One evening in the summer of 1947, the National League’s best and worst teams put on a display that a future baseball commissioner labeled “a farcical exhibition which was a disgrace to baseball and a complete travesty of all the rules of sportsmanship.”1 The Philadelphia Phillies and Brooklyn Dodgers spent 12 anarchic minutes in Philadelphia subverting the rules of the sport, with the home team freely surrendering bases to the visitors, who were attempting to record three outs and let their opponents bat.
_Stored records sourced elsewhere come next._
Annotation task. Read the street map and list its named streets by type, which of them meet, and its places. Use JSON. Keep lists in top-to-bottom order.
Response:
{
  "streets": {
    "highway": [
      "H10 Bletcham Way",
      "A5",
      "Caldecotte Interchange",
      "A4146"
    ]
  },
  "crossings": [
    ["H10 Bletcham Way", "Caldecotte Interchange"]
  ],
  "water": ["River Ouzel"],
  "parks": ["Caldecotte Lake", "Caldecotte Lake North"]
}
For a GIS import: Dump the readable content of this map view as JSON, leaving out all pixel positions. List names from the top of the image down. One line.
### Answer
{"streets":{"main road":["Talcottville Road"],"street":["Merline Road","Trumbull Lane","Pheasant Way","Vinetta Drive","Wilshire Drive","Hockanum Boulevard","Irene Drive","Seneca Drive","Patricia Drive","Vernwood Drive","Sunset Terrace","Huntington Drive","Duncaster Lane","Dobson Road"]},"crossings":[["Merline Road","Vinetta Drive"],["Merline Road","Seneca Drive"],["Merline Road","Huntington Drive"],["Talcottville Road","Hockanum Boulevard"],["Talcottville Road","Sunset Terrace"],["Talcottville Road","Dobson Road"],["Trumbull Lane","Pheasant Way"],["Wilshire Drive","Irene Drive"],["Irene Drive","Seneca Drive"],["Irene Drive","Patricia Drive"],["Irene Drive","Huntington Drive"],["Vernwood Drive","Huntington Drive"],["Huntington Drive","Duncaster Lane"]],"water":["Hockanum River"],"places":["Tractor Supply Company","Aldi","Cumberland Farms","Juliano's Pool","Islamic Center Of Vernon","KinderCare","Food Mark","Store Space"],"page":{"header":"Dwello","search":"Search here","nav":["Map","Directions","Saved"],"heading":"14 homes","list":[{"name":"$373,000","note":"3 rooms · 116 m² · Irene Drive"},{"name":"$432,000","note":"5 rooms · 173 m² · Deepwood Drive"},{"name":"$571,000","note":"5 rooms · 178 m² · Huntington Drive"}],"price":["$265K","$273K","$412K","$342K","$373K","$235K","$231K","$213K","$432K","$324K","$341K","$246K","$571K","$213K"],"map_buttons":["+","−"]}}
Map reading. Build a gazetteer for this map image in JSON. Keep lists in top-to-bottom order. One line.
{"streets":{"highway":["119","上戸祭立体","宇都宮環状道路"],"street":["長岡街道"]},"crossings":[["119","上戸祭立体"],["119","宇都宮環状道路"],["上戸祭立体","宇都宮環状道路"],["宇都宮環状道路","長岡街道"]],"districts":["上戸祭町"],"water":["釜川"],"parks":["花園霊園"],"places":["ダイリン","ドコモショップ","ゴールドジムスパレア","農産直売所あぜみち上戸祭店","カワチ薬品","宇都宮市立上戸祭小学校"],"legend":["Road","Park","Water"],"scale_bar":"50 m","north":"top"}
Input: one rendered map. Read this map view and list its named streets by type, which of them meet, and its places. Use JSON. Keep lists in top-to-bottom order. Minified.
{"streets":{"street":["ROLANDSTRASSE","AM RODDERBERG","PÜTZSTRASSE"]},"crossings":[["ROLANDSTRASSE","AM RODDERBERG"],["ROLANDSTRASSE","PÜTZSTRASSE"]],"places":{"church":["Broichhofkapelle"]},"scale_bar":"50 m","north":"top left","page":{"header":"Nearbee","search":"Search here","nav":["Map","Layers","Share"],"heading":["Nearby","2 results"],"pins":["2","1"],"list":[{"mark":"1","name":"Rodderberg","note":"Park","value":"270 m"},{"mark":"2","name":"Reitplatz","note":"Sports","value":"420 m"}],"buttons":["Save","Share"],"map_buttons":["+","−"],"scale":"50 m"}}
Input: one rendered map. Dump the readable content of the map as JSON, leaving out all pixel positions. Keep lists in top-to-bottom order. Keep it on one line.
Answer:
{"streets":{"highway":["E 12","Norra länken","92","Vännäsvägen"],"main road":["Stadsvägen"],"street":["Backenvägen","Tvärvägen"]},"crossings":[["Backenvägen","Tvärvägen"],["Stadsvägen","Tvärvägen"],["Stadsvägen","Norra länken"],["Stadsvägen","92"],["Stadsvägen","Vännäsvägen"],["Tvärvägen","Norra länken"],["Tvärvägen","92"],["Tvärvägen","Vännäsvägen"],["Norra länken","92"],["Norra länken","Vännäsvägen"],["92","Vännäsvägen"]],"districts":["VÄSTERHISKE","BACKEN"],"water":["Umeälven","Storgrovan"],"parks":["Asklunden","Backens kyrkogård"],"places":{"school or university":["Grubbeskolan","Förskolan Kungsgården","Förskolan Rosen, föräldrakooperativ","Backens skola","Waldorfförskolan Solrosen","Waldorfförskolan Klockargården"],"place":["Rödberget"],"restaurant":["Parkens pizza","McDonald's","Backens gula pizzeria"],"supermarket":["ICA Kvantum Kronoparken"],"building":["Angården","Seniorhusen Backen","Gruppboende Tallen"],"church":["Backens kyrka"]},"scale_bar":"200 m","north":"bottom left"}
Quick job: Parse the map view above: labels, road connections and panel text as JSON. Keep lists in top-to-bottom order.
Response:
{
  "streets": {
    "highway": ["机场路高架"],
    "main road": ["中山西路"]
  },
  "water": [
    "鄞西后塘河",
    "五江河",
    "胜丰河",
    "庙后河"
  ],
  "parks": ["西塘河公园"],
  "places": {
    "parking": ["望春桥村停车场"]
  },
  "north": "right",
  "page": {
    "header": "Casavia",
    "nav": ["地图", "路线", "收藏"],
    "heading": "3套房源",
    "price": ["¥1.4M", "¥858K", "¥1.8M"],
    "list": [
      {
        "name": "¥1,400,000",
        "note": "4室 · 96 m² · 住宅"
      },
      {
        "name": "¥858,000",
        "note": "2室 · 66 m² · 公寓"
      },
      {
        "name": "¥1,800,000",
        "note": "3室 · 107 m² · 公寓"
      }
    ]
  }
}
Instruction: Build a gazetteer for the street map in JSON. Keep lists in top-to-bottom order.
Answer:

The game’s bizarre resolution had roots in a law from decades before baseball’s inception. Pennsylvania’s Sunday Act of 1794 made it a crime to engage in “any worldly employment or business whatsoever on the Lord’s Day.”2 Such so-called Blue Laws, which punitively enforced the concept that the Sabbath was a day of rest by prohibiting work and most recreation on Sundays, were common in eighteenth-century America.
As baseball’s popularity grew in the nineteenth century, many jurisdictions loosened or repealed ordinances outlawing Sunday games,3 but Pennsylvania didn’t follow suit4 until voters overturned the Sunday Act in 1933,5 setting the stage for chaos when the Phillies hosted the Dodgers for a Sunday doubleheader 14 years later.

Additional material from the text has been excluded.